More seriously, he added, “You don’t really coach that.”

But they do coach Mahomes to keep exploiting his greatest gifts: from arm strength to an uncanny sense of where he is and connectivity with his target audience — particularly that ESP he enjoys with Travis Kelce.

There are many different ways to try to describe Mahomes’ knack for learning from his experiences and enjoying what seems very much like “total consciousness,” to borrow from the tall tale of Bill Murray’s Carl Spackler with the Dalai Lama in “Caddyshack.”

But the dynamic one that most comes to mind is the description of Parker, who also was one of Mahomes’ first coaches.

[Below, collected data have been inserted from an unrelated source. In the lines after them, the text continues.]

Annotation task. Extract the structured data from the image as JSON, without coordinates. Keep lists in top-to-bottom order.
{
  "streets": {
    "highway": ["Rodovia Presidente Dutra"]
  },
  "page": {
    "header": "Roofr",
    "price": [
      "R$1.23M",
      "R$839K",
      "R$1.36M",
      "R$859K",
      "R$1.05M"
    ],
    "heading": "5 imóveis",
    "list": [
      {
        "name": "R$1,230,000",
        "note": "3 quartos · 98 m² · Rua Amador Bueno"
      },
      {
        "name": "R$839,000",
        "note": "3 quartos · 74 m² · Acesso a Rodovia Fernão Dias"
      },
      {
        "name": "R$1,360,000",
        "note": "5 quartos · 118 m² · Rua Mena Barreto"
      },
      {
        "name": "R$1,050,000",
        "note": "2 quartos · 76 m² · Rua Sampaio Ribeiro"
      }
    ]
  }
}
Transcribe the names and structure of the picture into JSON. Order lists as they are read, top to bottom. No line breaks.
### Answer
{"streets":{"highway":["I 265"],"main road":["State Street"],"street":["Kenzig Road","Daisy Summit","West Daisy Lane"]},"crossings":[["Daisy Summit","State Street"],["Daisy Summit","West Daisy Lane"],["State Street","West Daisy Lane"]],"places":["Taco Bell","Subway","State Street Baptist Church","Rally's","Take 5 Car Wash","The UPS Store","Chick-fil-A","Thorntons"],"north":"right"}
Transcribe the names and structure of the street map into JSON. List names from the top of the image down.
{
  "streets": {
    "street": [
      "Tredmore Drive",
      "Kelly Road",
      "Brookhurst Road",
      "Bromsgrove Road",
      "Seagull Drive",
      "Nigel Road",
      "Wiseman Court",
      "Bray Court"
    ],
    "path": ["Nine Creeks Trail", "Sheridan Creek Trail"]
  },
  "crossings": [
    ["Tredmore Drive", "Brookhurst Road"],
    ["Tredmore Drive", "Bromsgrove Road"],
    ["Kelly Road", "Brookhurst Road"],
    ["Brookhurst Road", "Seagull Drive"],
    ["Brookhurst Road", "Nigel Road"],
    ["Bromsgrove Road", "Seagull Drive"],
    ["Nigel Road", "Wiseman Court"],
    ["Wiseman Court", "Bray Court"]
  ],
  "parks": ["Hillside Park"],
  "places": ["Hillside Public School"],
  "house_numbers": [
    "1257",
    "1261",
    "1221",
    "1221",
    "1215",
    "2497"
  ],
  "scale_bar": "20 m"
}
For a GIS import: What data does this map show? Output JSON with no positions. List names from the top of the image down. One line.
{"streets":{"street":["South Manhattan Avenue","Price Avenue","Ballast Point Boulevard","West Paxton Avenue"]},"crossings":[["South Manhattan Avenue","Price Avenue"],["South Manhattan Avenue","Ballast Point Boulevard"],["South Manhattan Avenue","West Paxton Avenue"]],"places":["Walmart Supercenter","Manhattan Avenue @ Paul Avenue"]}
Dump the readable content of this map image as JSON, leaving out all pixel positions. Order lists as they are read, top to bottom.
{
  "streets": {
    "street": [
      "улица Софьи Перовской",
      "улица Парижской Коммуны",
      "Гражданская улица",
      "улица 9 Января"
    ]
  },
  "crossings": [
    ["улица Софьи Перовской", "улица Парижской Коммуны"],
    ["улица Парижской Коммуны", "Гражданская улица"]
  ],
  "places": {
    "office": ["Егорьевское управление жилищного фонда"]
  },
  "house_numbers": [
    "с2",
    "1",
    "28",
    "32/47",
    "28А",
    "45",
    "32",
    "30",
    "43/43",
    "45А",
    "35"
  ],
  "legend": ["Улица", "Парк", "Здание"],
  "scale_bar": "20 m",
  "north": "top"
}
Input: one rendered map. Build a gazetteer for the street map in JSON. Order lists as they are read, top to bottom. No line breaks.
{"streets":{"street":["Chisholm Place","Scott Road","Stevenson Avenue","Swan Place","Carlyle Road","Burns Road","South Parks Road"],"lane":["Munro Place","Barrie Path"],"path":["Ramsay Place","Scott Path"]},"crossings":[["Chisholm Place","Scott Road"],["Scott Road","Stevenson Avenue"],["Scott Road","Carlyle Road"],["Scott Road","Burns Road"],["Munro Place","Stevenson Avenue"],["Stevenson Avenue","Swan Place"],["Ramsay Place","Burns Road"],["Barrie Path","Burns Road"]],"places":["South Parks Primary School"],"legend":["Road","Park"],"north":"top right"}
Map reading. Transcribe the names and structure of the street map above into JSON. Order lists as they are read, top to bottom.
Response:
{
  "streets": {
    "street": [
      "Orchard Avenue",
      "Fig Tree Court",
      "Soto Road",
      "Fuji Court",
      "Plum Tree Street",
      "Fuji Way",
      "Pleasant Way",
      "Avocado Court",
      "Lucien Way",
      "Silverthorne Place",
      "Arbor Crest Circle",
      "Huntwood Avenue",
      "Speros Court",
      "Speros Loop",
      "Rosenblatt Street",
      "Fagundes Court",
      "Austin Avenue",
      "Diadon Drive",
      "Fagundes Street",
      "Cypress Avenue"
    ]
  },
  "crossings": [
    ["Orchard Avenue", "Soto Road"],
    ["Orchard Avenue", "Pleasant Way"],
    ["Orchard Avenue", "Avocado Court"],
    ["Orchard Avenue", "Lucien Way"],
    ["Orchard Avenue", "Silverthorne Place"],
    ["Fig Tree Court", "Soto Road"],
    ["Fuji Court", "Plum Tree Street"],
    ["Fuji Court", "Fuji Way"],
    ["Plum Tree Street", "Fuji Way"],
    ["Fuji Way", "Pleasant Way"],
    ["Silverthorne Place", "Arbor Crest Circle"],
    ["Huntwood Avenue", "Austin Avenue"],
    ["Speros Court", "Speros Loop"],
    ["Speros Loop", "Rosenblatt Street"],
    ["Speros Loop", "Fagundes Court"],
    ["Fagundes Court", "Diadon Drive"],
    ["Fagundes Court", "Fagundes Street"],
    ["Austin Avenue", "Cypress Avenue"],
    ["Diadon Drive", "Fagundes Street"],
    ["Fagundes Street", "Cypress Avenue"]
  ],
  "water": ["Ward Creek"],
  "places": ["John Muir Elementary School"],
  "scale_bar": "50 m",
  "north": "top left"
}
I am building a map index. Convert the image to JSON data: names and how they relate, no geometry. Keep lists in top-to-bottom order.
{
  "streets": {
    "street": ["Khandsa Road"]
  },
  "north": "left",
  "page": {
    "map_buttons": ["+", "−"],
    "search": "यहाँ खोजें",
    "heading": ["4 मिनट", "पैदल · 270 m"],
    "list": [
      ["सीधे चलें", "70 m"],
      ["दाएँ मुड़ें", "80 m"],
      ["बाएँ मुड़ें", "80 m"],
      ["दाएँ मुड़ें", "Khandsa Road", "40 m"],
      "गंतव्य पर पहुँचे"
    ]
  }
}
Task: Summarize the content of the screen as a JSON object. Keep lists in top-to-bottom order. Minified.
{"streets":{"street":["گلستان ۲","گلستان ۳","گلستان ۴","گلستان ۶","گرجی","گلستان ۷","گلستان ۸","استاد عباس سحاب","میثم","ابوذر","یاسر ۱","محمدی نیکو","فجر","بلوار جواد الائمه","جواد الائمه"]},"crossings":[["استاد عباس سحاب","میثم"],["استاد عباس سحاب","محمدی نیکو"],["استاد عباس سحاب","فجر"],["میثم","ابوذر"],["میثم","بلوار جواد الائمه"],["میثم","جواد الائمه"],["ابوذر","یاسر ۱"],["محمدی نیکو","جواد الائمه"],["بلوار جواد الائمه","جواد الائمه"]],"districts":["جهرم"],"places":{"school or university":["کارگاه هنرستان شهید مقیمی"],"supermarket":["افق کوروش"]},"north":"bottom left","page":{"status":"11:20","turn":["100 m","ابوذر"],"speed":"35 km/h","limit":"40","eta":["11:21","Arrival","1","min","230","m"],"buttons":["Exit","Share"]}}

When I visited Mahomes’ hometown of Whitehouse, Texas, in 2019, Parker brought up that notion of the “geospatial magic box” that he believes enables Mahomes to absorb and measure everything around him in real time.

All at once, he believes, Mahomes nearly always can input terrain, situation, past mistakes, moving targets, pocket security and his own trajectory and react with a corresponding solution. Or even dictate new parameters.

Between that awareness and what agent Leigh Steinberg considers an eidetic (aka, photographic) memory, Mahomes almost never is fazed by what he encounters.

Or as Richard Keefe, the former director of sports psychology at Duke University, told me for a piece I wrote on Mahomes a few years ago: “You know his psychology has to be, ‘I can do this. Where is it? Where’s the lock that fits this key? Because I have a key.’ ”

So the Chiefs are “always in the lab” with Mahomes, as receiver JuJu Smith-Schuster put it, and always have to be alert to what he might do next … including taking off and running.

“Guys can’t drop out of coverage or leave their man to stop the quarterback because he’s still looking downfield … even when he’s not,” Smith-Schuster said.

Playing with Mahomes, Smith-Schuster added, reminded him of playing “Madden” with Michael Vick — who could “just run all over the field and then launch it 80 yards down the field.”

“It’s kind of like that, but for me it’s ‘IRL,’ ” he said. “In real life.”

Just like each experience with each is part of the ongoing progression of Mahomes toward divining the ever-changing line.

“I want to always have that aggressiveness to me. I think that’s what’s got me here,” Mahomes said last month. “That’s who I am.”

But he’s also the guy who knows that can be all the more effective the more he’s able to also accept what’s underneath and continue learning what he can and can’t control.

Always, though, with breaking barriers as his guiding light.

“I always want to be just pushing it to where it’s just right at the edge …” he said. “It gives guys chances to make plays, and I think we’re coached that way. Coach Reid wants us to go out there and push it. Push it to the right limit, and then just don’t go past it.”

Easier said than done for most. Occasionally, even for him.

But that mentality, and the capacity to actualize it and keep refining it, is vital to what the Chiefs have been doing … and their chances of continuing on this arc.